Implementing CQRS and Mediator Design Patterns in Web API .Net 8
What is CQRS?
CQRS, short for Command Query Responsibility Segregation, is a design pattern that separates the application’s read and write operations into two parts – commands (write operations) and queries (read operations). This segregation allows for more flexible and scalable systems, particularly in complex applications or rapidly changing business requirements, where the read & write operations differ significantly.
1) Commands are actions that change the state of the system, by performing Create(), Update() and Delete() operations.
The command pattern consists of two objects:
- Command – Defines which methods should be executed.
- Command Handler – responsible for processing commands, which are requests to perform actions that change the state of the system.
2) Queries are actions that retrieve read-only data from the system without changing its state, for example, Get() operation. It doesn’t alter the data, just fetches it.
The query pattern consists of two objects:
- Query – Defines the objects to be returned.

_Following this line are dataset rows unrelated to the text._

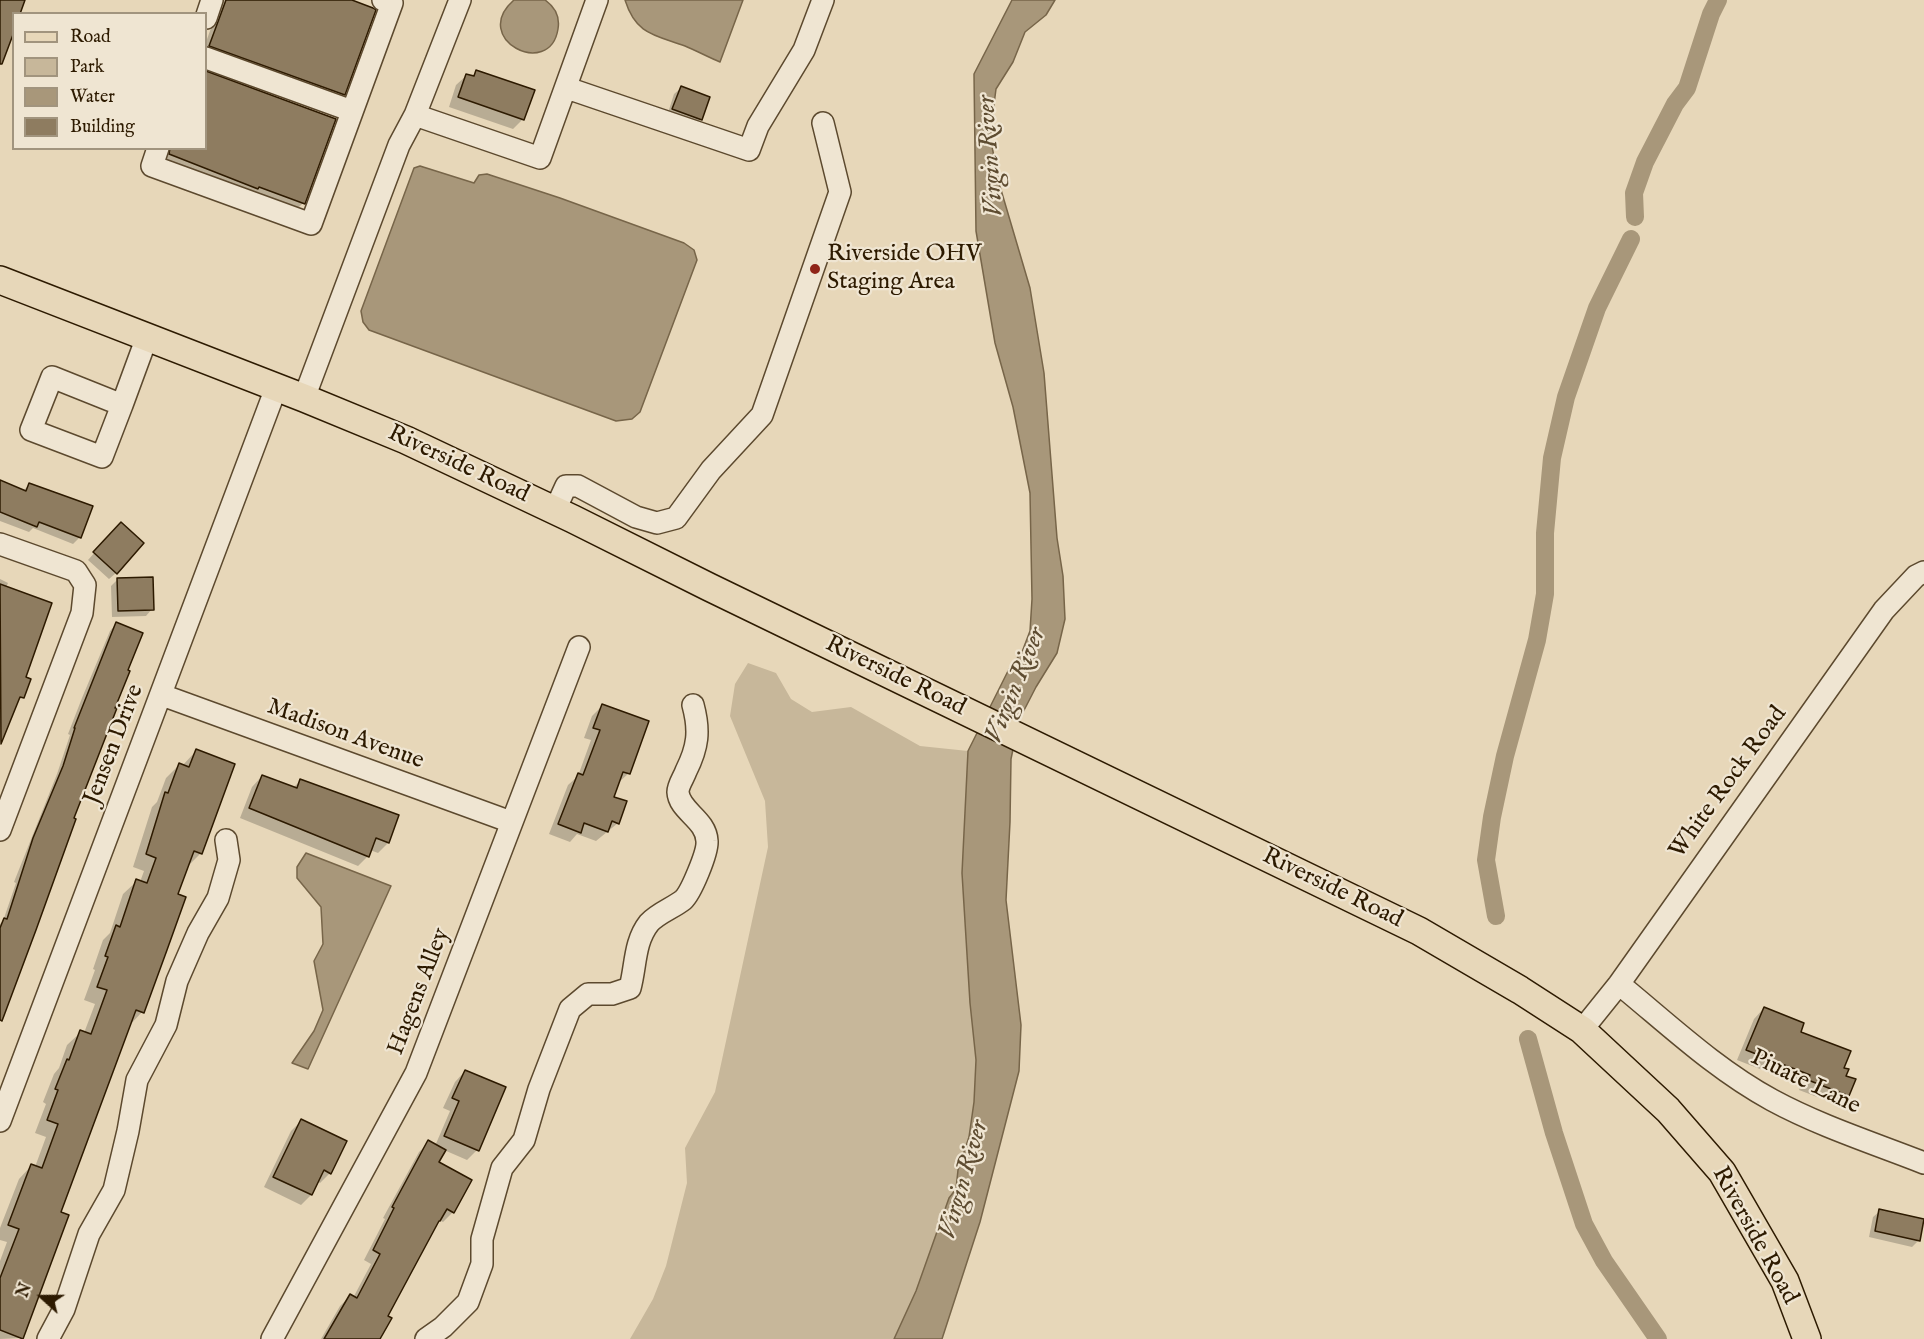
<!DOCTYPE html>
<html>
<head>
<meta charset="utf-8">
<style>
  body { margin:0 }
  #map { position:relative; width:1924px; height:1339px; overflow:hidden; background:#e7d7b9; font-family:"IM FELL English",serif }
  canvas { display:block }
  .legend { position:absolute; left:12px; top:12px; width:195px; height:138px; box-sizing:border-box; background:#efe5d2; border:2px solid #a1947e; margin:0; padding:8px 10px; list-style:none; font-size:18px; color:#2d1a00 }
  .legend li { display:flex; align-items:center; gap:12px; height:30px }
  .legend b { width:30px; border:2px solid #a1947e }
  .north { position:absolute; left:12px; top:1267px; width:60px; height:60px; -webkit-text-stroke:4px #efe5d2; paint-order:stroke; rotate:291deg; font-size:16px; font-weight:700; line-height:24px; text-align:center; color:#2d1a00 }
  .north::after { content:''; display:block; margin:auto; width:21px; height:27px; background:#2d1a00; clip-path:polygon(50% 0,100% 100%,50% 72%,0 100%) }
</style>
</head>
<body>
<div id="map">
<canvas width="1924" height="1339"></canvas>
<ul class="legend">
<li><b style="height:8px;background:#e7d7b9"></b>Road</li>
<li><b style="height:16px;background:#c7b79a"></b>Park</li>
<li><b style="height:16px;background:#a8977a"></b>Water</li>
<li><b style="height:16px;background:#8e7c60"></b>Building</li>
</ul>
<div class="north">N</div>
</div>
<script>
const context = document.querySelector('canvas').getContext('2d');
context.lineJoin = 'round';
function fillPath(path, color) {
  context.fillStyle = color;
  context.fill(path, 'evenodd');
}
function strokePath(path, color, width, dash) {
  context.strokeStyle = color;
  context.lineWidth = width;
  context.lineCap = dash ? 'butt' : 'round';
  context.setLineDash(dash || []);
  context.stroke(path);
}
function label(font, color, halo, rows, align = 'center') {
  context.font = font + ' "IM FELL English",serif';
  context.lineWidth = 4.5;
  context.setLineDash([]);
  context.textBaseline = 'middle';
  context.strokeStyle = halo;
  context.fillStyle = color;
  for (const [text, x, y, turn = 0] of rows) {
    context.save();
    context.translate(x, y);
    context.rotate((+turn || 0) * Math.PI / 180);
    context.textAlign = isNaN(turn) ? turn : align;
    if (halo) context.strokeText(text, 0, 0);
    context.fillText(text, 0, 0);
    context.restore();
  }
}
fillPath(new Path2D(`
  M 748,663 L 776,673 L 791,699 L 812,712 L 851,707 L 920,746 L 968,751 L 962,873 L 970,1003 L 976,1060 L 974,1102 L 969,1137 L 958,1170 L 956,1189 L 949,1198 L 916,1291 L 894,1339 L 630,1339 L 653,1299 L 666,1266 L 687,1183 L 685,1148 L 715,1092 L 768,847 L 765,801 L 730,716 L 735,684 Z`), '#c7b79a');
const water = new Path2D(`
  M 514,0 L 545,0 C 555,7 560,17 558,29 C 550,80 469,39 514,0 Z
  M 625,0 L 743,0 L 720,62 C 708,57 697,51 685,46 C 655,35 636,35 625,0 Z
  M 1012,0 L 1055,0 L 1046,15 L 1025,32 L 1013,62 L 996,89 L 993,112 L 991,141 L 999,183 L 1030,288 L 1044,373 L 1057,538 L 1063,576 L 1065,619 L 1057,653 L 1036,687 L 1019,720 L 1011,759 L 1010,822 L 1006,900 L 1021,1025 L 1019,1071 L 980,1222 L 942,1339 L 894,1339 L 916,1291 L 949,1198 L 956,1189 L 958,1170 L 969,1137 L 974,1102 L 976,1060 L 970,1003 L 962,873 L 968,751 L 1009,669 L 1022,652 L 1030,631 L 1032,599 L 1030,493 L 1013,407 L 995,343 L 976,231 L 974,74 Z
  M 420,166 L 474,183 L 479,175 L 487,174 L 560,198 L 684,243 L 694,250 L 697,260 L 640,412 L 632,419 L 616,421 L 369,330 L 363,322 L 361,311 L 414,168 Z
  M 306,853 L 391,886 L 308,1069 L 292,1063 L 314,1031 L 323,1010 L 314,961 L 323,944 L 321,907 L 297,878 L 297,867 Z`);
fillPath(water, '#a8977a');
strokePath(water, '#776549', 1.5);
fillPath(new Path2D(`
  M 221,0 L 345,0 L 343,94 L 333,104 L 206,58 L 206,42 Z
  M 477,71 L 523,119 L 513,129 L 449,107 L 456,85 L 467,75 L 471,77 Z
  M 206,73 L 334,120 L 303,203 L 293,213 L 160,164 L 166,148 L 206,148 Z
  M 681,88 L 701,119 L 694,126 L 667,116 L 674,94 Z
  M 0,482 L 23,491 L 29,485 L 80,537 L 73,544 L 33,528 L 29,532 L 0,521 Z
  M 114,531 L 116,573 L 109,579 L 88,560 Z
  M 0,579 L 8,583 L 6,588 L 24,678 L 22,697 L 15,704 L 0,742 Z
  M 118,579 L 152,609 L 146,616 L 112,617 L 111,586 Z
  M 116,624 L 72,819 L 0,1019 L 0,924 L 3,921 L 16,883 L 14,882 L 57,774 L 70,735 L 68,734 L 82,698 L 110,631 Z
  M 602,706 L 629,773 L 618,783 L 612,798 L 618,823 L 596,841 L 577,834 L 570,842 L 549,834 L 568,785 L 578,776 L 591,740 L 584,738 L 592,716 Z
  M 196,751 L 201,853 L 188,866 L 176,895 L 142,1012 L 129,1026 L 59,1213 L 21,1338 L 0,1339 L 0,1261 L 7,1242 L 0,1240 L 0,1228 L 19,1179 L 32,1165 L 35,1167 L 46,1137 L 35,1133 L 46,1104 L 43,1102 L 54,1074 L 59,1068 L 67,1045 L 81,1032 L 84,1033 L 95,1004 L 84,1000 L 95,970 L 93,969 L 103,940 L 110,933 L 123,894 L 137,881 L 140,882 L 144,871 L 133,867 L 152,807 L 157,802 L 166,778 L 179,765 L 182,766 Z
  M 262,776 L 293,788 L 300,781 L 397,816 L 388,843 L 378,853 L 370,850 L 368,856 L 358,866 L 240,818 L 252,787 Z
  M 1764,1008 L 1799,1032 L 1842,1068 L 1848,1095 L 1838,1105 L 1799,1090 L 1801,1085 L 1737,1060 L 1754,1019 Z
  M 465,1071 L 477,1150 L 467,1160 L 444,1150 L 437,1163 L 470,1180 L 453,1212 L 443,1222 L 439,1220 L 386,1317 L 378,1339 L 321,1339 L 340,1306 L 350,1296 L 353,1298 L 371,1264 L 364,1260 L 385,1219 L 383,1218 L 419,1152 L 429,1142 L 435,1146 L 450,1111 L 443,1108 L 455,1082 Z
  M 301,1121 L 330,1173 L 320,1183 L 317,1181 L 311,1195 L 301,1205 L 264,1187 L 291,1131 Z
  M 1880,1211 L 1919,1240 L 1912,1247 L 1869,1237 L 1873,1217 Z`), '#0003');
strokePath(new Path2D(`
  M 1635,217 L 1634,193 L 1645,162 L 1675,104 L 1687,88 L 1711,14 L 1718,0
  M 1496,916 L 1486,860 L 1492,817 L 1505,756 L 1537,640 L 1545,594 L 1545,533 L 1552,458 L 1566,397 L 1597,308 L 1631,239
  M 1528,1039 L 1554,1133 L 1584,1224 L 1604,1261 L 1658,1339`), '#a8977a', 18);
const building = new Path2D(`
  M 0,0 L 25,0 L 20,14 L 14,14 L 14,32 L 2,64 L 0,64 Z
  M 226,0 L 352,0 L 373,8 L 376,10 L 345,95 L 209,46 Z
  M 476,70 L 535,90 L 524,120 L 458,97 L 466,74 L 474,76 Z
  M 206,71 L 336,119 L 305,204 L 259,187 L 258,189 L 169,154 L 170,148 L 206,148 Z
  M 681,86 L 710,97 L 702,120 L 672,109 Z
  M 0,480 L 26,491 L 29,483 L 93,506 L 81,538 L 39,522 L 37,527 L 0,512 Z
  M 121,522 L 144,543 L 117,574 L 93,552 Z
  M 153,577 L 154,610 L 118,611 L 117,578 Z
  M 0,584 L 52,603 L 26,677 L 31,679 L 24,698 L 20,697 L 1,744 Z
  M 116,622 L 143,633 L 128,670 L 130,671 L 115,708 L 117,708 L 74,818 L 76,819 L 36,930 L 2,1021 L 0,1020 L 0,928 L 4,918 L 7,919 L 33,838 L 63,766 L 75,728 L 74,728 Z
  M 602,704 L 649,721 L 630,774 L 623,772 L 614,797 L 627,801 L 619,824 L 612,821 L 608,832 L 584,823 L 581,833 L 558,824 L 578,773 L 583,775 L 600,730 L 593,728 Z
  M 196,749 L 235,764 L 202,854 L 194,851 L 178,894 L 186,897 L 167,950 L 144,1013 L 136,1010 L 61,1212 L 69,1215 L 23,1339 L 0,1330 L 0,1278 L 19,1229 L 8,1225 L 31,1164 L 42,1168 L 58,1124 L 47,1120 L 58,1090 L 55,1089 L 67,1059 L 69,1060 L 80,1030 L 91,1034 L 107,990 L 97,987 L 108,957 L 105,956 L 116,925 L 120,927 L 136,879 L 147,883 L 156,858 L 146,854 L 165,792 L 168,793 L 179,763 L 189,767 Z
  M 262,775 L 297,788 L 300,779 L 399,815 L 389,843 L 376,838 L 369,857 L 249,808 Z
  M 1764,1007 L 1804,1023 L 1801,1032 L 1851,1051 L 1844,1068 L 1849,1069 L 1846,1076 L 1856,1079 L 1849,1096 L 1808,1080 L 1810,1075 L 1746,1050 Z
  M 465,1070 L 506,1087 L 479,1151 L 444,1136 L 459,1101 L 452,1098 Z
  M 301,1119 L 347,1141 L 331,1174 L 324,1170 L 312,1195 L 273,1177 Z
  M 428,1140 L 446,1150 L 439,1162 L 472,1180 L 454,1213 L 447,1209 L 440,1221 L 439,1221 L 388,1316 L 392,1318 L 380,1339 L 324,1339 L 350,1294 L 357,1298 L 380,1254 L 373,1250 L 394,1208 L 392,1207 Z
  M 1879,1209 L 1924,1219 L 1920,1241 L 1875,1231 Z`);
fillPath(building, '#8e7c60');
strokePath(building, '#2d1a00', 1.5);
const minor = new Path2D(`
  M 206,18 L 212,0
  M 206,58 L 352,111
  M 567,88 L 749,150 L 758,126 L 804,50 L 823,0
  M 415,115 L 460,0
  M 158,148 L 152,166 L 311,224 L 392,3 L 383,0
  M 52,377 L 122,405 L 102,457 L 31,430 Z
  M 304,398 L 399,145 L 415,115 L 540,158 L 597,0
  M 122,405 L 147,337
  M 555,510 L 566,486 L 578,486 L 636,517 L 657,523 L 676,518 L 711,470 L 762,415 L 840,192 L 823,123
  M 0,544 L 76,571 L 85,585 L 82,613 L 0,830
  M 162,695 L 511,822
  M 1619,984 C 1668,1024 1715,1069 1772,1100 C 1820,1126 1873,1143 1924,1163
  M 1582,1030 L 1619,984 L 1884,610 L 1916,576 L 1924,572
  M 0,1121 L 276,388
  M 48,1339 L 64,1309 L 89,1234 L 114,1190 L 128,1131 L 137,1080 L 166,1025 L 177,981 L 198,933 L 218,898 L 229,860 L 226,840
  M 272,1339 L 416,1073 L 579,647
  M 426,1339 L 443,1327 L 468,1302 L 482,1264 L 482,1239 L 502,1168 L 524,1140 L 539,1089 L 570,1009 L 588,994 L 612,994 L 630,988 C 636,966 634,942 649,923 C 658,913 673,908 683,900 C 691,893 708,852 707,841 C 706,819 679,811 678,792 C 678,785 684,777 686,771 C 698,747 700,731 693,705`);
const major = new Path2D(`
  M 0,280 L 304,398 L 406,440 L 573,519 L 709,587 L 1419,931 L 1520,990 L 1582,1030 L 1668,1110 L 1722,1172 L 1785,1281 L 1807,1339`);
strokePath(minor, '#5c492e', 24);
strokePath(major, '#2d1a00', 30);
strokePath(minor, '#efe5d2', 21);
strokePath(major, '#e7d7b9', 27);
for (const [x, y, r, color] of [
  [815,269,6,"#8f2418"]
]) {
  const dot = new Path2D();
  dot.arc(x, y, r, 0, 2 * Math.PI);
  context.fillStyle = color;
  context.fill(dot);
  strokePath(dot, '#efe5d2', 2);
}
label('24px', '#2d1a00', '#efe5d2', [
  ["Riverside OHV",827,255],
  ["Staging Area",827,283]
], 'left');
label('24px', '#2d1a00', '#efe5d2', [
  ["Riverside Road",458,465,25],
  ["Riverside Road",895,677,26],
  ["Madison Avenue",345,735,20],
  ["Jensen Drive",115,745,-69],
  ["White Rock Road",1729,783,-54],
  ["Riverside Road",1332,889,26],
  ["Hagens Alley",420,992,-69],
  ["Piuate Lane",1805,1083,26],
  ["Riverside Road",1754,1236,61]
]);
label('italic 26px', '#5e4c31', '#efe5d2', [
  ["Virgin River",992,156,-94],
  ["Virgin River",1017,686,-68],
  ["Virgin River",965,1180,-74]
]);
</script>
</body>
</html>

- Query Handler – responsible for processing queries, which are requests to retrieve data from the system.
Why Use CQRS?
It’s common to see traditional architectural patterns that use the same data model or DTO for querying and persisting data and handle a significant volume of read-and-write operations. This approach works well for simple CRUD operations, but as the number of users, the volume of these operations and the complexity of the system increases, the application may encounter performance, scalability, and flexibility challenges.
The primary goal of CQRS is to use different data models effectively, providing flexibility in scenarios that require a complex structure. It allows you to create multiple DTOs without breaking architectural principles or risking data loss.
You can implement CQRS using Mediator (MediatR library) in .Net.
What is Mediator?
The Mediator is a behavioral design pattern that facilitates communication between different components or objects in a system by centralizing this interaction through a mediator object. Instead of components communicating directly with each other, which can lead to a tightly coupled and complex system, they interact with the mediator, which handles the communication and coordination between them.
In short, Mediator makes a bridge between different objects, which eliminates the dependency between them as they do not communicate directly.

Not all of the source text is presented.